Support to help people with disabilities continue in work

This report suggests that the government should expand the Access to Work Programme, which provides grants for practical support that helps people with disabilities gain or retain employment. In the longer term, the government should consider integrating it with the Fit for Work Service as part of a unified occupational health approach. The government should also open up access to and expand the Fit for Work Service to become a bigger instrument for vocational rehabilitation.

Right to return for absentees

In order to implement the new focus retaining employment, the report suggests introducing a statutory ‘right to return’ period of one year from the start of sickness absence. This suggestion is modelled on the right of mothers to return to their job following maternity leave. To encourage progress towards returning to work and to protect firms against the risks of abuse, an employee’s right to return should be conditional on engagement with the Fit for Work Service when an assessment has been recommended. During this right to return period, dismissals on sickness grounds would not be permitted, except in instances where the employee actively disengages from support and rehabilitation.

Disability leave as new category of authorised absence

Sickness absence due to disability is of course different from maternity leave and often consists of several shorter-term absences rather than one continuous spell.

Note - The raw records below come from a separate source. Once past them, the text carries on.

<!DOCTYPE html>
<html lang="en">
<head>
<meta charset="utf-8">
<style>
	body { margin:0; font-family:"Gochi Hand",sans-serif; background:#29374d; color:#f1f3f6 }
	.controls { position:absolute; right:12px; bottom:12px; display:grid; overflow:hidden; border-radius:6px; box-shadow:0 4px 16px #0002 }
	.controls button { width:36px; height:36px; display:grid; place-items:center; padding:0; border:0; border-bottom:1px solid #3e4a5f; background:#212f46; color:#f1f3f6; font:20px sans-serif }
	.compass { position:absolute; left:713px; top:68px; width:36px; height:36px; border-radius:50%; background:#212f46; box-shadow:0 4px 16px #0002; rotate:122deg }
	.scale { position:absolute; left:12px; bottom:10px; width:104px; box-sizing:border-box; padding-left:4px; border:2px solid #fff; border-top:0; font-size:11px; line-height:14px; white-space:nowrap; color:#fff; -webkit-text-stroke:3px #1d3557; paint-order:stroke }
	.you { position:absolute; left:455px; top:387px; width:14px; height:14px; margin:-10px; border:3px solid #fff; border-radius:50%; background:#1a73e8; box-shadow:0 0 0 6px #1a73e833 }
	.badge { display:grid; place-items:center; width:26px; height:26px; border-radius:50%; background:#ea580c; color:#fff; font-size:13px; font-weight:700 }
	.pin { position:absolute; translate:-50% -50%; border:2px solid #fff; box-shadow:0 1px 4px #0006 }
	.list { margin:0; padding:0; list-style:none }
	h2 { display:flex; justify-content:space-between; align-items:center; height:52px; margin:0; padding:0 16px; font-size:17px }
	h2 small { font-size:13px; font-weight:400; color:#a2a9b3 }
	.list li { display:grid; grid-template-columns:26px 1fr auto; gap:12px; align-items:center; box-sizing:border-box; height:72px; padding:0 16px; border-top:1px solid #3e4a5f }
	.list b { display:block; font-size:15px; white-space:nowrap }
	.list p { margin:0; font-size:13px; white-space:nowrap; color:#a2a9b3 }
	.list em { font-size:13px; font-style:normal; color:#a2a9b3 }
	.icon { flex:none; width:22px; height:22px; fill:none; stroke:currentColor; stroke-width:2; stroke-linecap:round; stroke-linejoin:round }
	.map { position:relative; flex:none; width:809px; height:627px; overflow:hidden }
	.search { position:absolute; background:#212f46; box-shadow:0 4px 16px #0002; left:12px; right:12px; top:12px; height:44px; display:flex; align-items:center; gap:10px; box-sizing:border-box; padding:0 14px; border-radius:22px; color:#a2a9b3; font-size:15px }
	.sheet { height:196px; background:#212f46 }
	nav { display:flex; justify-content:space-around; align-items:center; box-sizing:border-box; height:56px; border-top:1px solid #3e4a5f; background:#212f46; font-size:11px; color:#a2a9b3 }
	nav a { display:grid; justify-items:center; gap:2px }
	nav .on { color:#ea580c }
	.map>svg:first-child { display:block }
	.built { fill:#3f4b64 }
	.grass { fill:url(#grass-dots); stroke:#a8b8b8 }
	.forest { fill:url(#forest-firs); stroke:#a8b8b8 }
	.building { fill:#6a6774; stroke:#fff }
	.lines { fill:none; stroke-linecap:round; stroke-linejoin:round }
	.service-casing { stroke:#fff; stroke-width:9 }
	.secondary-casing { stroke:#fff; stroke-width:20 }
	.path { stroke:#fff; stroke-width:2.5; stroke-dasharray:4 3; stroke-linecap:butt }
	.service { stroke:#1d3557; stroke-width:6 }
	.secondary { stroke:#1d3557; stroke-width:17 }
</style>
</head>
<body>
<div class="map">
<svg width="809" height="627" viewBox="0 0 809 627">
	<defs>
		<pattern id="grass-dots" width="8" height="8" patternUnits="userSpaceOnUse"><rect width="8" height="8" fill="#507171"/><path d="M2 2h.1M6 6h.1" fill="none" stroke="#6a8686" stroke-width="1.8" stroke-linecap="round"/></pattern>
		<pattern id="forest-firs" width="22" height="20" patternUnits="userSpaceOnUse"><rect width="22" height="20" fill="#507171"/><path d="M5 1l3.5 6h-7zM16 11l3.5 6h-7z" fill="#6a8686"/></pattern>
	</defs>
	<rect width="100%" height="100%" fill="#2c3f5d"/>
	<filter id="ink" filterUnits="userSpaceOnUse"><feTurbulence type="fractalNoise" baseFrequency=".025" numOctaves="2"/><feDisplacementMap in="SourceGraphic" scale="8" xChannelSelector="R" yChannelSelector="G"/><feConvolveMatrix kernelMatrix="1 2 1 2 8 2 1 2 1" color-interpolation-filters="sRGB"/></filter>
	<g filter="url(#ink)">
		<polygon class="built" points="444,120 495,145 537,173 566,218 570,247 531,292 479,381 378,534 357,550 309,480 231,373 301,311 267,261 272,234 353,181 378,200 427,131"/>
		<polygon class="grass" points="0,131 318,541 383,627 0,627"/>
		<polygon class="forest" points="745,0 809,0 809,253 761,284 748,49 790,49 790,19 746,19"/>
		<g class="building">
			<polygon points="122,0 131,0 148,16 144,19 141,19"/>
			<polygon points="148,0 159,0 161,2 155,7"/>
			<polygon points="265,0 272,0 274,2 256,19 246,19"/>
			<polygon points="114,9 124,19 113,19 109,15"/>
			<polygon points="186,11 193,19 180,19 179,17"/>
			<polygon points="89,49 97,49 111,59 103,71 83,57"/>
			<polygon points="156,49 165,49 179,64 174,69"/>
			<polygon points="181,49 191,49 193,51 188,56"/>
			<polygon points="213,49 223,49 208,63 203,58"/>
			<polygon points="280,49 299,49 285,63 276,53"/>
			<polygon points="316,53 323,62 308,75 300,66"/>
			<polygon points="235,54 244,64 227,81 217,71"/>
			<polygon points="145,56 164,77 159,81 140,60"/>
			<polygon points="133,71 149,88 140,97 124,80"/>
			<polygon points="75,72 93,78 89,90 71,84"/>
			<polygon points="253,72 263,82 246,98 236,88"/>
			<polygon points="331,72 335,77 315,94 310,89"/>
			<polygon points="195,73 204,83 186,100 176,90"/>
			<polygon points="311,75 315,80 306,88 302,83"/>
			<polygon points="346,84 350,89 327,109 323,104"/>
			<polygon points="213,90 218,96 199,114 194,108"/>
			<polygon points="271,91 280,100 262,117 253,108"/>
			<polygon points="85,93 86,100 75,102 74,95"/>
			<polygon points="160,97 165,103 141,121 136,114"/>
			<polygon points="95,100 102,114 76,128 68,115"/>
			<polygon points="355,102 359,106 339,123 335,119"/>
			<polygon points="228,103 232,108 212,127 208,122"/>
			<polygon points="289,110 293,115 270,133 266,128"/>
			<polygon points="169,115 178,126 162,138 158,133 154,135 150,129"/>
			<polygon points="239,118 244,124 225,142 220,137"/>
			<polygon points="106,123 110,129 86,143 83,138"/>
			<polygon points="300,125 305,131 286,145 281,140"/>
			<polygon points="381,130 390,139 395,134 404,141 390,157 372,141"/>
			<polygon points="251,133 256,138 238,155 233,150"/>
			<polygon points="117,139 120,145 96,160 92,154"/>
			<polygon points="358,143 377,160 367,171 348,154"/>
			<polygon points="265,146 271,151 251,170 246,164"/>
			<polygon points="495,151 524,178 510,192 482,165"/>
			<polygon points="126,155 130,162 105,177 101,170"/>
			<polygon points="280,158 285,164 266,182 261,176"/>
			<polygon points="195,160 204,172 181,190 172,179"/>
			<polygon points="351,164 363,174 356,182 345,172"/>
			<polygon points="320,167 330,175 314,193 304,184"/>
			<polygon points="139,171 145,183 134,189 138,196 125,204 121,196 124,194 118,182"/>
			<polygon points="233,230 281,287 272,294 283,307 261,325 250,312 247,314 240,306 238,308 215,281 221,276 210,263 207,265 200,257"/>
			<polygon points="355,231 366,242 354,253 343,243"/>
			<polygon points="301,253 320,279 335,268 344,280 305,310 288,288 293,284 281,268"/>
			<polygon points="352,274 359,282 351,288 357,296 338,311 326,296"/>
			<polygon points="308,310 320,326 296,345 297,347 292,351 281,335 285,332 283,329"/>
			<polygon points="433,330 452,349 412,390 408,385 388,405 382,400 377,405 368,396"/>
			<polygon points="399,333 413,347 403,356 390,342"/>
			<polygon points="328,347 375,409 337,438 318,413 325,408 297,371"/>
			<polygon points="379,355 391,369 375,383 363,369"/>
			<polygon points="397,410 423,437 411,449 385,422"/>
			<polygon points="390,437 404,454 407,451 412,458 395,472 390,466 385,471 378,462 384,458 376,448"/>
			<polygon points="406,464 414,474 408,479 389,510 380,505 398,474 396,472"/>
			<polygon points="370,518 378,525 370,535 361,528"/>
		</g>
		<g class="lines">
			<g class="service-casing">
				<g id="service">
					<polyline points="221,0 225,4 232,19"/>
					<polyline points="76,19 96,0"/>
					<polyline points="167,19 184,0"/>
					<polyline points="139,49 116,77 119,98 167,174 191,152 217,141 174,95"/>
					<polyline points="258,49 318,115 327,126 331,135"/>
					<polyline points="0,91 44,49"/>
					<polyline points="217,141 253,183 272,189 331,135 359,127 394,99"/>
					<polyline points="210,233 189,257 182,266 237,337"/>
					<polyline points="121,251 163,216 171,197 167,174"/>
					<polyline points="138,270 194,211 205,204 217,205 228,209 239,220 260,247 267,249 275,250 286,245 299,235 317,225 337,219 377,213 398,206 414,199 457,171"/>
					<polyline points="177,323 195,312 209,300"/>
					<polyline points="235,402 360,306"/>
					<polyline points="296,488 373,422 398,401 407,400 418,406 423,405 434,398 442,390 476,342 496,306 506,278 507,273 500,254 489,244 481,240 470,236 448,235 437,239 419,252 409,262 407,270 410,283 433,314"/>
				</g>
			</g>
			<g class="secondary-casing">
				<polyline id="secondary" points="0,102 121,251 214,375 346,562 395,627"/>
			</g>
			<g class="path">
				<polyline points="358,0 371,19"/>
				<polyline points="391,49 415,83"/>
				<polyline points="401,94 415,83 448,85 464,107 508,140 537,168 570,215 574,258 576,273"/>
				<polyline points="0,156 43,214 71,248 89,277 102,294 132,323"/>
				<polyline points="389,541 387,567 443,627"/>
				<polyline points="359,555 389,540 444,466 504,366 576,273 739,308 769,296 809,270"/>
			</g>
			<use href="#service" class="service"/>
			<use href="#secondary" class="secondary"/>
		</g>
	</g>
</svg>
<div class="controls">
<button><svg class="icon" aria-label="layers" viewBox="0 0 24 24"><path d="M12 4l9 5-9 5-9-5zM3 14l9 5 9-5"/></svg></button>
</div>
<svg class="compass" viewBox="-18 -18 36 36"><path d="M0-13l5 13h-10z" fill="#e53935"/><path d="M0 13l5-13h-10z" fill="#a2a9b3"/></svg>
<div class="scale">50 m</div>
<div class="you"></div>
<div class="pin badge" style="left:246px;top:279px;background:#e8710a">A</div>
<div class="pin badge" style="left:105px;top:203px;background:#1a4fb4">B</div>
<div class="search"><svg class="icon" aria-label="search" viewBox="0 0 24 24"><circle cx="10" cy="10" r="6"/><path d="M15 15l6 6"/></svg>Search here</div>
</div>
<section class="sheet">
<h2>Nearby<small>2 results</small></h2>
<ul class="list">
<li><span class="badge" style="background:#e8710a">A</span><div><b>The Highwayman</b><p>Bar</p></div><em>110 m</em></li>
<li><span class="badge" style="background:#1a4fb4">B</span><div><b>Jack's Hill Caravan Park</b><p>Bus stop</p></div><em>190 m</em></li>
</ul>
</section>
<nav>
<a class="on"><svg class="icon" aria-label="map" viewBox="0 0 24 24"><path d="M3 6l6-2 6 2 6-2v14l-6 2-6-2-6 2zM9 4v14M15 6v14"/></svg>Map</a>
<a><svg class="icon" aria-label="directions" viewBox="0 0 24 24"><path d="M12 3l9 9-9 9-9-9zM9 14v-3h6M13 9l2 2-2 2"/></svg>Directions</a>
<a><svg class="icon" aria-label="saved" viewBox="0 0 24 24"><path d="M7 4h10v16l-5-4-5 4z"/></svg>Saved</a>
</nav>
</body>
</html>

The government could make specific reference to disability leave as an example of a reasonable adjustment, or explore options for incentivising employers to introduce it on a voluntary basis.

Incentives for employers

By way of sharpening incentives for employers to engage with supporting a return to work, the government should offer a rebate on Statutory Sick Pay costs to firms whose employees make a successful return to work from long-term sickness absence within one year.

Incentives for job seekers and potential employees

Finally, the report recommends that in order to make the most of the key advantage of Universal Credit – namely to ensure that everyone is better off in work – ‘work allowances’ for disabled recipients should be significantly boosted. As a minimum, they should be restored to the value originally intended, and in the longer term increased.


A government Green Paper on this topic is due to be published later in 2016.